▶ [Task description] Write out again each line of the material below, unchanged, from the first one to the line that holds "position:relative; width:2070px; height:1672px;".

◇ ◇ ◇ ◇ ◇

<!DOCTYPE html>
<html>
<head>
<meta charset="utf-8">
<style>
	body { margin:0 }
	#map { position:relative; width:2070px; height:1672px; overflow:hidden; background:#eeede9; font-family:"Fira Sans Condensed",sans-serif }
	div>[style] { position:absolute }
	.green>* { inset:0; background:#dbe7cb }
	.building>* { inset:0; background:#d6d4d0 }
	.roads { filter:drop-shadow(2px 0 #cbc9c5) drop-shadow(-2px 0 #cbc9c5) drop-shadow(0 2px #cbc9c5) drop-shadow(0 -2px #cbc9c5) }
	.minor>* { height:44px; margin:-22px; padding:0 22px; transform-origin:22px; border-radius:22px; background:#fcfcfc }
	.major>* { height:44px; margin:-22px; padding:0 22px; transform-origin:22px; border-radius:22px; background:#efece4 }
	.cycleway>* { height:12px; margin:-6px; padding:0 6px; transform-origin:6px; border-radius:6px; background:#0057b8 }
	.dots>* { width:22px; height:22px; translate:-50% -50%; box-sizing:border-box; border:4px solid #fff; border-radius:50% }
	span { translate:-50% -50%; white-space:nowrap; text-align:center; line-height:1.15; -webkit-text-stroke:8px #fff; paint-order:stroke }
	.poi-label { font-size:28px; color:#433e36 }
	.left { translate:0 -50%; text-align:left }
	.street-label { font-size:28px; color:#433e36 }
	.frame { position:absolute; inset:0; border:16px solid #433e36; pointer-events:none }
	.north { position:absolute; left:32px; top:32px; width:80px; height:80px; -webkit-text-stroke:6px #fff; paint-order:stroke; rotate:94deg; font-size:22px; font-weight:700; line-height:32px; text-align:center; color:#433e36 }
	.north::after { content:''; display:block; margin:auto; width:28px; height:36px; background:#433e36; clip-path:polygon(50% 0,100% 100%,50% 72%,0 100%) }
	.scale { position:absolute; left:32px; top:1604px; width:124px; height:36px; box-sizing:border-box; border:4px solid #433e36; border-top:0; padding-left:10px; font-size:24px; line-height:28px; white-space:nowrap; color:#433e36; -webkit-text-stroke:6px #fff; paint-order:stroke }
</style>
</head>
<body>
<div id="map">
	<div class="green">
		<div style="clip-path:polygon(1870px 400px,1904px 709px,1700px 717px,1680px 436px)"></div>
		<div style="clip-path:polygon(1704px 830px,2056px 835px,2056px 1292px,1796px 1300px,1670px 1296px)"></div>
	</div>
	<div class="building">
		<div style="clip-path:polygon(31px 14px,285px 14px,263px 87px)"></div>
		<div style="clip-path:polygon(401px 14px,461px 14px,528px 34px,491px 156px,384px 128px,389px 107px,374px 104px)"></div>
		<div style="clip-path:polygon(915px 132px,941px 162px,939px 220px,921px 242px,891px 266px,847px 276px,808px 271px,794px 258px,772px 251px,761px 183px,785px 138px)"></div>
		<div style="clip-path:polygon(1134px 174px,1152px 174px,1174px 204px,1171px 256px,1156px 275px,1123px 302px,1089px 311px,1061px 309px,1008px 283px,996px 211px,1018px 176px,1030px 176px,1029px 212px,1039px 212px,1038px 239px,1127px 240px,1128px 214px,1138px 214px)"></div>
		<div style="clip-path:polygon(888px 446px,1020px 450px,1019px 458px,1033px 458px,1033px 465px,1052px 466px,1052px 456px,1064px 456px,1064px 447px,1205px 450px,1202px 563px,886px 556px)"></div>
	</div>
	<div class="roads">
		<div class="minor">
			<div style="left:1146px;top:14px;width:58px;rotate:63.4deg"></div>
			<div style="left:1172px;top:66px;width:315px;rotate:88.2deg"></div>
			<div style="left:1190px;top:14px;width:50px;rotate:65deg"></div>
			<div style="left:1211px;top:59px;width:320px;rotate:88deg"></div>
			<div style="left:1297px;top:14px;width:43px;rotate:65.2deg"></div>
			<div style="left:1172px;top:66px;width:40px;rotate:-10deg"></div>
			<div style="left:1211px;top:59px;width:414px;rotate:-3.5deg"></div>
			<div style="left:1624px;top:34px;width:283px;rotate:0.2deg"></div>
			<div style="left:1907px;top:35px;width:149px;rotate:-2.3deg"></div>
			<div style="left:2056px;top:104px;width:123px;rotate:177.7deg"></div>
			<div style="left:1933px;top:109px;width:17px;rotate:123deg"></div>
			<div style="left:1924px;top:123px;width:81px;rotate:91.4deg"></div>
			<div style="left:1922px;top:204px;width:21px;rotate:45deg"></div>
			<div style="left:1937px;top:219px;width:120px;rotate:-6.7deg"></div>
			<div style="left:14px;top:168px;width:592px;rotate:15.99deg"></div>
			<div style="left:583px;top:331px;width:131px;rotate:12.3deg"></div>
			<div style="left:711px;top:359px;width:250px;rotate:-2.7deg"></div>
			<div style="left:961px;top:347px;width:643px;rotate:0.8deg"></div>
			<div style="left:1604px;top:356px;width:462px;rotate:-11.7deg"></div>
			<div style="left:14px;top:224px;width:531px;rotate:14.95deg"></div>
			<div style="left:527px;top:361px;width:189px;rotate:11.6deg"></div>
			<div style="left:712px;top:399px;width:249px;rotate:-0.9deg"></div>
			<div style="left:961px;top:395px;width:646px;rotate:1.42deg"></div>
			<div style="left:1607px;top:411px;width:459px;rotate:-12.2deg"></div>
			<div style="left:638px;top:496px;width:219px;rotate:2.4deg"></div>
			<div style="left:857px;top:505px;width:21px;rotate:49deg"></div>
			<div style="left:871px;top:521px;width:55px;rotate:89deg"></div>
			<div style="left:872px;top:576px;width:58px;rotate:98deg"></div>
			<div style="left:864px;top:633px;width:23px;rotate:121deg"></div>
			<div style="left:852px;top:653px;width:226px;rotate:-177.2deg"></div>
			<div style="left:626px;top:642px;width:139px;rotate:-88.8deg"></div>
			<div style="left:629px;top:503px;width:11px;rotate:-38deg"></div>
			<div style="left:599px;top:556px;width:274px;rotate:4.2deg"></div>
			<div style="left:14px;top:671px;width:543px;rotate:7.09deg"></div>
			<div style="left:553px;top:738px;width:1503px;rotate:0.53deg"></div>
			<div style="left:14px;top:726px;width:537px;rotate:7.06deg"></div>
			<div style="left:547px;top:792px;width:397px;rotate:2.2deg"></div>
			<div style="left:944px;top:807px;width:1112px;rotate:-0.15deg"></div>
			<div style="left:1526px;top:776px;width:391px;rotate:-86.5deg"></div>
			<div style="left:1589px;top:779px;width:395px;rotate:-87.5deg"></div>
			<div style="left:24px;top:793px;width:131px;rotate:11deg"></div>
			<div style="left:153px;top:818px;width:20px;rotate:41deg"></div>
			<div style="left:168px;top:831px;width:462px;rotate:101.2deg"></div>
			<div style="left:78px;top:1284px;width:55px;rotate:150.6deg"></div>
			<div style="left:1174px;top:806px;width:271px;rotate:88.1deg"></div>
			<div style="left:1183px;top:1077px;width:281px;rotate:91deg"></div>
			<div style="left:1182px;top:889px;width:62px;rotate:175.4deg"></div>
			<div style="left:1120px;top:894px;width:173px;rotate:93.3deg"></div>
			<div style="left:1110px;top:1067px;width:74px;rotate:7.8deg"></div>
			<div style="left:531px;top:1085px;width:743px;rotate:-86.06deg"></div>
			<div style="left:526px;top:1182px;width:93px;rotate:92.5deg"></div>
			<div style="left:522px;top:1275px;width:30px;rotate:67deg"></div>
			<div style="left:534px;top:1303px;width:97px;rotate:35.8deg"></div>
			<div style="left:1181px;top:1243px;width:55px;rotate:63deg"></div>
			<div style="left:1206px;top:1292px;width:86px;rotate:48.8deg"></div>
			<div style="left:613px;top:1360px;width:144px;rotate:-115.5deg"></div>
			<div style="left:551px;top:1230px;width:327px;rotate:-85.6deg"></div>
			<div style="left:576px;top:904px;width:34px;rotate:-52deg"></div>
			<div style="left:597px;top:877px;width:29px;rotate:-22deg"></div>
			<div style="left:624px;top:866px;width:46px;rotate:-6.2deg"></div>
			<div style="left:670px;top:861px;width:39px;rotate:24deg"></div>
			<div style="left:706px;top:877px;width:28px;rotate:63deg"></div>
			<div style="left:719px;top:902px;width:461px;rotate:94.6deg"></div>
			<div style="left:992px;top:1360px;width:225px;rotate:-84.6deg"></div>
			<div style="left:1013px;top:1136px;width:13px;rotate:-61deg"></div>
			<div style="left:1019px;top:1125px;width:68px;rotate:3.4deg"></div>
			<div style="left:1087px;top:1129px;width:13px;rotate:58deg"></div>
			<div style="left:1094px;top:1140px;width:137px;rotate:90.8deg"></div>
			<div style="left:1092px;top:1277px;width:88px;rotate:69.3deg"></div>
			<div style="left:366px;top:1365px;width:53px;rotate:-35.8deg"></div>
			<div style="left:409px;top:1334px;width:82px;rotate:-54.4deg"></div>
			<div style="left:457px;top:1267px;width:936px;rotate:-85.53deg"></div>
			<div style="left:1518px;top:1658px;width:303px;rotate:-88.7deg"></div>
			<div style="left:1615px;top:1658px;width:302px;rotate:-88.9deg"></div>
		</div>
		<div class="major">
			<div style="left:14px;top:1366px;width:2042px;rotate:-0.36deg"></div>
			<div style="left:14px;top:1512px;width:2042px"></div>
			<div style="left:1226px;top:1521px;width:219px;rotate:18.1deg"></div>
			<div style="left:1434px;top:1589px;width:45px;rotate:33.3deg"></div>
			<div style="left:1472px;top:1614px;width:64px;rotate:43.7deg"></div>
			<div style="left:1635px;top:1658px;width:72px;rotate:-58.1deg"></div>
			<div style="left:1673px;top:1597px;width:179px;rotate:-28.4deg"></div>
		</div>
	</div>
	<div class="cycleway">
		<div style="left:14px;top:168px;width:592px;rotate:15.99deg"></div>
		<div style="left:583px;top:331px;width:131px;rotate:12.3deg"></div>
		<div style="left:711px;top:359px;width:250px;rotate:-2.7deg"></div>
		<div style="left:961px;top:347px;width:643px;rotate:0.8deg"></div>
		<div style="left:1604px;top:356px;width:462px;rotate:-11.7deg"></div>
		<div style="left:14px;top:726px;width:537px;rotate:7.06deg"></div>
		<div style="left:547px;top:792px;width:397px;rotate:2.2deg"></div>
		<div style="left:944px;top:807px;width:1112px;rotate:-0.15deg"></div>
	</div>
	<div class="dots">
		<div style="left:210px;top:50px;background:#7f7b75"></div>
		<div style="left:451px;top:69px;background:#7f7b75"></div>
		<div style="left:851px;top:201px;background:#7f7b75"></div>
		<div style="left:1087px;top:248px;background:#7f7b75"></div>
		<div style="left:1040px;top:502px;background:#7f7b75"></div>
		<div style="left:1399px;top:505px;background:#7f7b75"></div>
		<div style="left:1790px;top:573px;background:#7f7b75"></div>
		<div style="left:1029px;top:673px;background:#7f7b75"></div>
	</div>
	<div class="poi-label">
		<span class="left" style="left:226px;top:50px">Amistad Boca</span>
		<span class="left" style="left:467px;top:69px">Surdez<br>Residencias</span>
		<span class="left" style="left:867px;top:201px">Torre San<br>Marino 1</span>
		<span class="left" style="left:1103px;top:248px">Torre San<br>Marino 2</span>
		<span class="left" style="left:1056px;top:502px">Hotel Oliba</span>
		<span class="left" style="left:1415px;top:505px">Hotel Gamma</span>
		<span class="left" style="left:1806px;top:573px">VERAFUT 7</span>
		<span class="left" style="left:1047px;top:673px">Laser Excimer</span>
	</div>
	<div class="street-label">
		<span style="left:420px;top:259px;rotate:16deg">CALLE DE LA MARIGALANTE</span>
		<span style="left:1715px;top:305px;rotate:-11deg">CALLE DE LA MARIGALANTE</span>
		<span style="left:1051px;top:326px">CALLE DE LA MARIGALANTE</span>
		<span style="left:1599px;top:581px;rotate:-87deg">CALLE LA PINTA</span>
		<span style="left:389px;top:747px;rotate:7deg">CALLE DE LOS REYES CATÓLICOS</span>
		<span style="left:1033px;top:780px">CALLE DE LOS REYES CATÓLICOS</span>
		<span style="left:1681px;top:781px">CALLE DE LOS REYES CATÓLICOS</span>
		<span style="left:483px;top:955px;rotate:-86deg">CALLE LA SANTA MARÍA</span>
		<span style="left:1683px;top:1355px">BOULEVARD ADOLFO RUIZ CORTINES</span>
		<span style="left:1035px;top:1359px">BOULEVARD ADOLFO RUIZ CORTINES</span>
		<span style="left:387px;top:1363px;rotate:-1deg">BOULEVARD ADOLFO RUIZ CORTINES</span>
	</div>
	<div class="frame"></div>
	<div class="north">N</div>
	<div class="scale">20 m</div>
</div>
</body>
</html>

◇ ◇ ◇ ◇ ◇

▶ [Response]
<!DOCTYPE html>
<html>
<head>
<meta charset="utf-8">
<style>
	body { margin:0 }
	#map { position:relative; width:2070px; height:1672px; overflow:hidden; background:#eeede9; font-family:"Fira Sans Condensed",sans-serif }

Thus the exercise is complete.